Moreover, the man behind Moreau—Fortier's and Jaggery's “Himself,” lurking in the shadows of the case—might still be in the offing with reinforcements for the defense of his man Moreau. Then again, maybe not.

The Marine division headquartered in Portsmouth, Hoare remembered as he went, included—as well as nearly fifty companies of infantry and batteries of artillery—a troop of hybrid creatures. Half soldier, half sailor, half cavalrymen, they were called “Horse Marines.” These military chimeras served as outlying guards on the landward side of Portsmouth. On their rounds, they kept an eye peeled for seamen and fellow Marines seeking to disappear into the countryside. They were a despised laughingstock—military bastards—about whom ribald jigs had been circulating for years.

Hoare had met two of their officers, including their captain, not so long ago and taken their part in a dispute with certain regular hussars. It was to their corner of the Marine barracks that he went. He hoped their captain—a John Jinks, if he remembered correctly—would be at hand and that he would respond to Hoare's appeal for armed support.

Captain Jinks was both present and complaisant. “It'll give the lazy rascals a jaunt,” he said.
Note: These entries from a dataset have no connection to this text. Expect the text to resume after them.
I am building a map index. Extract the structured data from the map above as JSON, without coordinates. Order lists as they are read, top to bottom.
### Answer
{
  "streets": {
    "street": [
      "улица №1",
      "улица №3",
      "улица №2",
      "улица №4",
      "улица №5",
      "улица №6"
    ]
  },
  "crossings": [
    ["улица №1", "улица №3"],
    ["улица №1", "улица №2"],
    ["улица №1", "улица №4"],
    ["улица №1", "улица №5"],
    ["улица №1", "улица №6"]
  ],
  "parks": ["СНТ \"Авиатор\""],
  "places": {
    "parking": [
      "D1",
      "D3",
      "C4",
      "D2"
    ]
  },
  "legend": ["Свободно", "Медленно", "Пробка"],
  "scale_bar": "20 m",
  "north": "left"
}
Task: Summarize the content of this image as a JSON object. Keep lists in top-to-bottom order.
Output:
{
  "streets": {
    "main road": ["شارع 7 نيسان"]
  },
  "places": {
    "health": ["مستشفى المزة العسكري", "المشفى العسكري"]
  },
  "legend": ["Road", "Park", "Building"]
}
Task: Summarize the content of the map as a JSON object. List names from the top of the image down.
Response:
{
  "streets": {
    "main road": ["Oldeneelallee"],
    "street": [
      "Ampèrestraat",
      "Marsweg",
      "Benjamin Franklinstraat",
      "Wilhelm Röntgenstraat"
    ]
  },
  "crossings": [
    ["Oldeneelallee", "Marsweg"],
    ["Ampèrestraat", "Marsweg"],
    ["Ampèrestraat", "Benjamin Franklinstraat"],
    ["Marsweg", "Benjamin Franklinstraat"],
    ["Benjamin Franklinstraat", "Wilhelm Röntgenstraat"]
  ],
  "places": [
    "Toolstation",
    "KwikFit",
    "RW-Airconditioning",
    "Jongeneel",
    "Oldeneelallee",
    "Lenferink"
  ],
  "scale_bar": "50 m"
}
Within minutes, Hoare was jouncing out of town on a borrowed charger beside Captain Jinks, his troop of Horse Marines jingling behind him.

*   *   *

A
DAY AND
a half later, the troop trotted through a mizzle of chilly rain and crested the Purbeck Downs beside Morrow's quarry. There a dozen men or more, variously armed, blocked the narrow paved roadway into Weymouth, up and down which Hoare had plodded before, to be insulted and rebuffed by Morrow and Sir Thomas Frobisher. At their head, Sir Thomas himself sat a handsome eighteen-hand horse—an Irish hunter, Hoare hazarded to himself. Another horseman flanked Sir Thomas.

“Halt right there, you troop of sleazy imitation soldiers,” Sir Thomas Frobisher said. “How dare you trespass on Frobisher land without my say-so?”

“I don't know that I care for the way you describe my Marines, sir,” Captain Jinks retorted. “In any case, we bring a warrant for the arrest of one Edouard Moreau, alias Edward Morrow, on charges of treason, et cetera, et cetera. Stand aside, please.”

“Show your warrant, sir,” Sir Thomas said. His bandy, froggy legs barely reached below his mount's barrel.

Captain Jinks turned to Hoare, as did Sir Thomas, who looked at Hoare with extreme distaste.

“You again, fellow,” he said, his voice oozing contempt. “I told you I'd have you horsewhipped if I laid eyes on you again on my manor.”

“I think not, sir,” Hoare whispered. “Here is the warrant. I think you will find it quite in order.” He held the document up.

“Well, fellow? Give it to me,” Sir Thomas ordered.

“I think not, sir,” Hoare repeated. “You may advance as far as you must in order to read it.”

“Never mind,” Sir Thomas said. “I did not sign it, and I am the law of this land. You can go to hell, and take your fornicatin' document with you.”

“The warrant is signed and sealed by the Marquess of Blandford, sir, as you can plainly see. As I need not tell you, he is Lord Lieutenant of this county.” Hoare hoped that Sir Thomas would stop arguing and decide either to resist this troop of mounted Marines or to obey his Lord Lieutenant. He felt himself running out of whisper.

Sir Thomas muttered a few words to his fellow horseman, who spurred his animal at a furious, foolhardy pace down the hill toward the town. With no good will, he gestured to his other followers to clear the road. He himself sat his horse, fuming, while the red-coated troop filed past him like a martial hunt passing in review before their Master of Fox Hounds. At the tail of the last trooper, Hoare doffed his hat and bowed silently in his saddle to the baronet. He was crotch-weary and glad to be ending his eighty-mile journey. It had rained all the way.

Moreau was not at the offices of his quarry. At the door of the house at the top of the zigzag road that led down to the town, Moreau's manservant shook his head.

“You'll not find the master here,” he said. “'E's gorn.”

“We'll see about that,” Captain Jinks replied grimly. “Sergeant MacNab!”

“Sah?”

“Take four men. Station one at each door of the house. Search the house for our man. You'll remember the description given you last night by Mr. Hoare.”

“Sah!”

One of the troopers failed to suppress a guffaw. Sergeant MacNab turned on him.